Tot dusver hebben alle lidstaten op basis van de richtlijn afvalbeheersplannen opgesteld en aangemeld. Verscheidene lidstaten gaven aan dat zij bij de opstelling van hun plannen met andere lidstaten hebben samengewerkt en overleg hebben gepleegd. Sommige lidstaten hebben de Commissie gevallen gemeld waarin zij maatregelen hebben getroffen ter voorkoming van afvalbewegingen die niet met hun afvalbeheersplannen in overeenstemming waren.

Er zijn dus maatregelen van preventieve aard genomen, maar over het hiermee gesorteerde effect is onvoldoende informatie voorhanden.

De meeste lidstaten meldden dat zij wat hun afvalverwijdering betreft met 99% een hoge zelfvoorzieningsgraad hebben bereikt, hetgeen in wezen betekent dat er sinds het vorige uitvoeringsverslag, voor de periode 1998-2000 weinig veranderd is.

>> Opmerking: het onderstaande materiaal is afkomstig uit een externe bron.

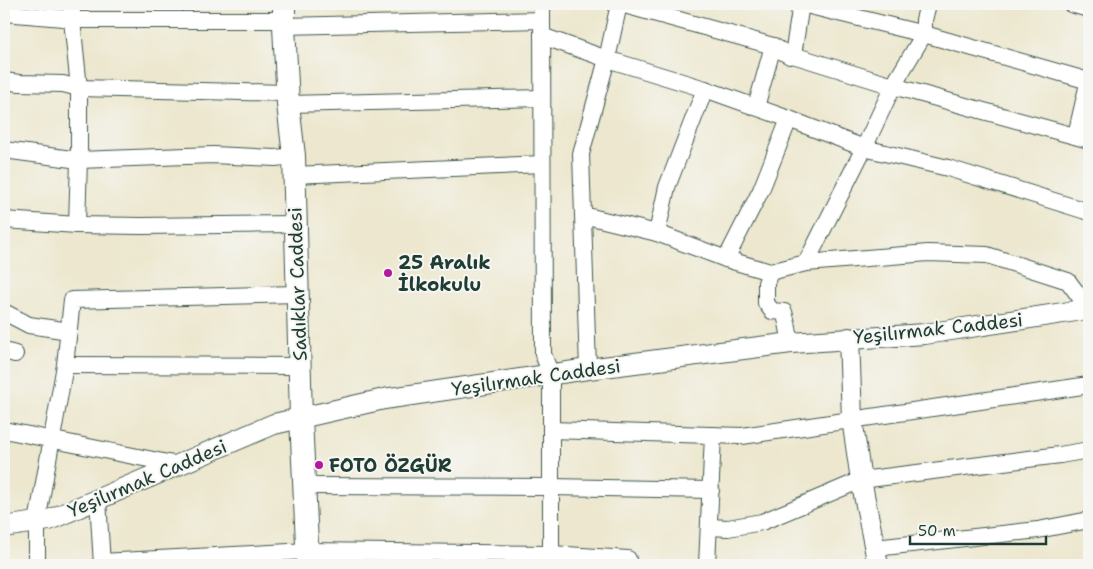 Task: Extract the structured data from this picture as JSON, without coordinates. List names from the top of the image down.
{
  "streets": {
    "main road": ["Sadıklar Caddesi"],
    "street": ["Yeşilırmak Caddesi"]
  },
  "crossings": [
    ["Sadıklar Caddesi", "Yeşilırmak Caddesi"]
  ],
  "places": ["25 Aralık İlkokulu", "FOTO ÖZGÜR"],
  "scale_bar": "50 m"
} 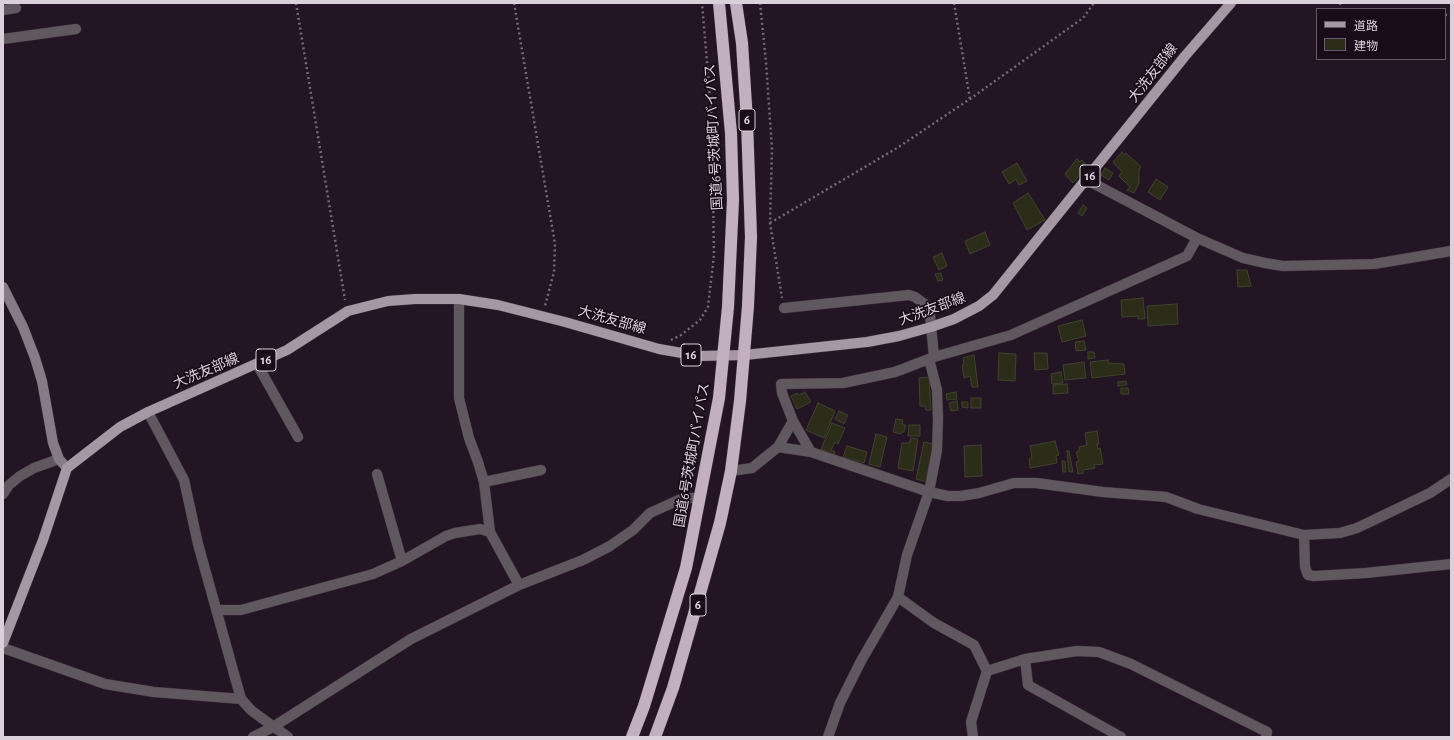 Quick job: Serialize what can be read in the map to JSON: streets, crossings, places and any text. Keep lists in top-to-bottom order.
{
  "streets": {
    "highway": ["6", "国道6号茨城町バイパス"],
    "main road": ["大洗友部線", "16"]
  },
  "crossings": [
    ["大洗友部線", "6"],
    ["大洗友部線", "国道6号茨城町バイパス"]
  ],
  "legend": ["道路", "建物"]
} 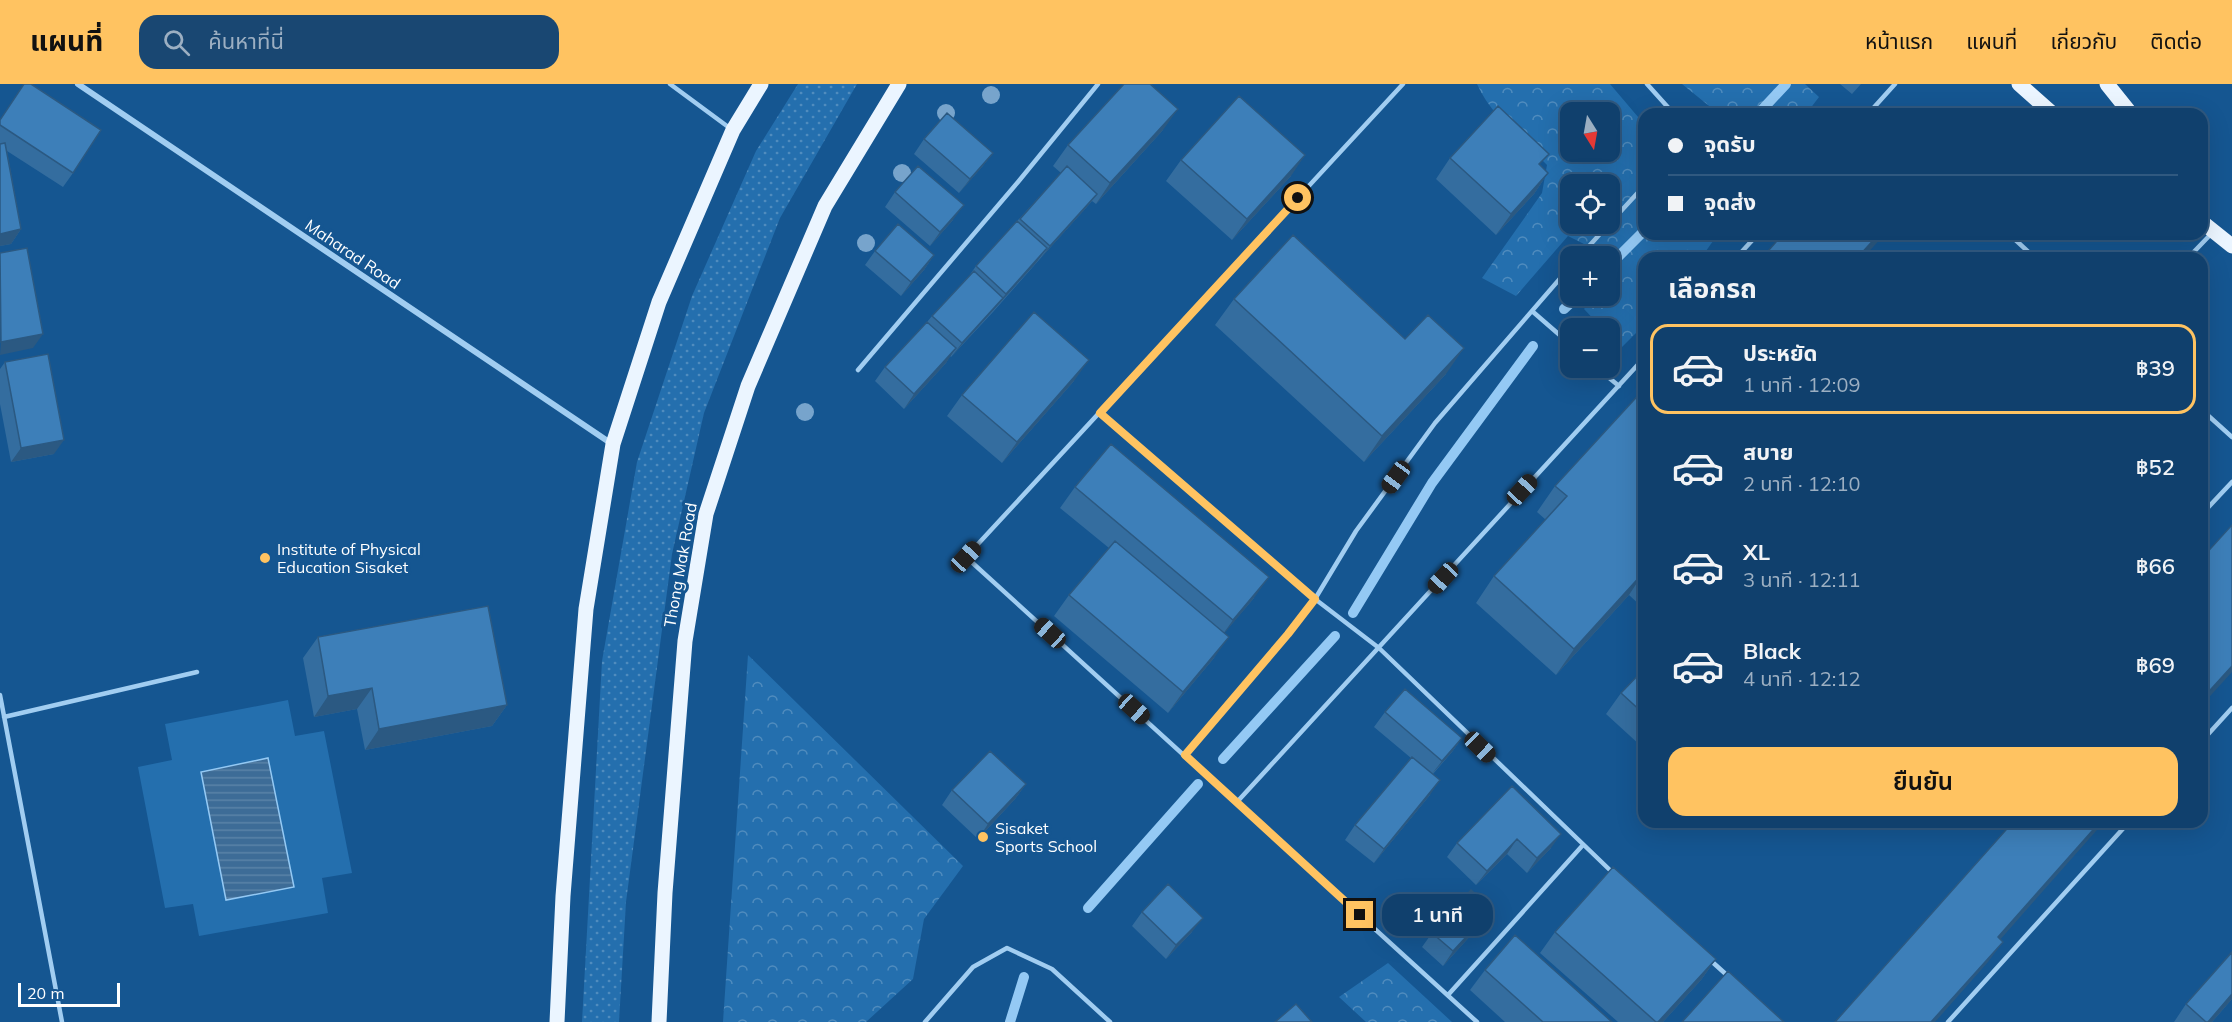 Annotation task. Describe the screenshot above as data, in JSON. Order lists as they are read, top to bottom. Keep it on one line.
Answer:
{"streets":{"main road":["Thong Mak Road"],"street":["Maharad Road"]},"places":["Institute of Physical Education Sisaket","Sisaket Sports School"],"scale_bar":"20 m","north":"bottom","page":{"header":"แผนที่","search":"ค้นหาที่นี่","nav":["หน้าแรก","แผนที่","เกี่ยวกับ","ติดต่อ"],"map_buttons":["+","−"],"banner":["จุดรับ","จุดส่ง"],"heading":"เลือกรถ","list":[{"name":"ประหยัด","note":"1 นาที · 12:09","value":"฿39"},{"name":"สบาย","note":"2 นาที · 12:10","value":"฿52"},{"name":"XL","note":"3 นาที · 12:11","value":"฿66"},{"name":"Black","note":"4 นาที · 12:12","value":"฿69"}],"buttons":"ยืนยัน","bubble":"1 นาที","scale":"20 m"}}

Volgens de gegevens over afvalproductie en -behandeling in de EU-15 zijn de produceerde hoeveelheden huishoudelijk afval verder toegenomen tot 580 kg/persoon/jaar. Wat de behandeling hiervan betreft, is de recycling verder uitgebreid tot een gemiddelde van 32%, maar wel met grote verschillen tussen de lidstaten onderling (van 8 tot 56%); het storten van vuilnis gebeurt nu in iets mindere mate, maar blijft wel nog de voornaamste verwijderingsmethode (gemiddeld 44%). Vuilverbranding, hoofdzakelijk met energieterugwinning, is voor sommige lidstaten een van belangrijkste behandelingsopties. De productie van gevaarlijk afval is ook omhooggegaan en wel tot 120 kg/persoon/jaar; het storten van dit afval was ook hier de voornaamste verwijderingsmethode (gemiddeld 26%), met een gemiddeld recyclageaandeel van 21%.

Verscheidene lidstaten hebben de Commissie laten weten dat zij de bij de richtlijn toegestane vrijstellingen van de vergunningsvereisten hebben toegepast.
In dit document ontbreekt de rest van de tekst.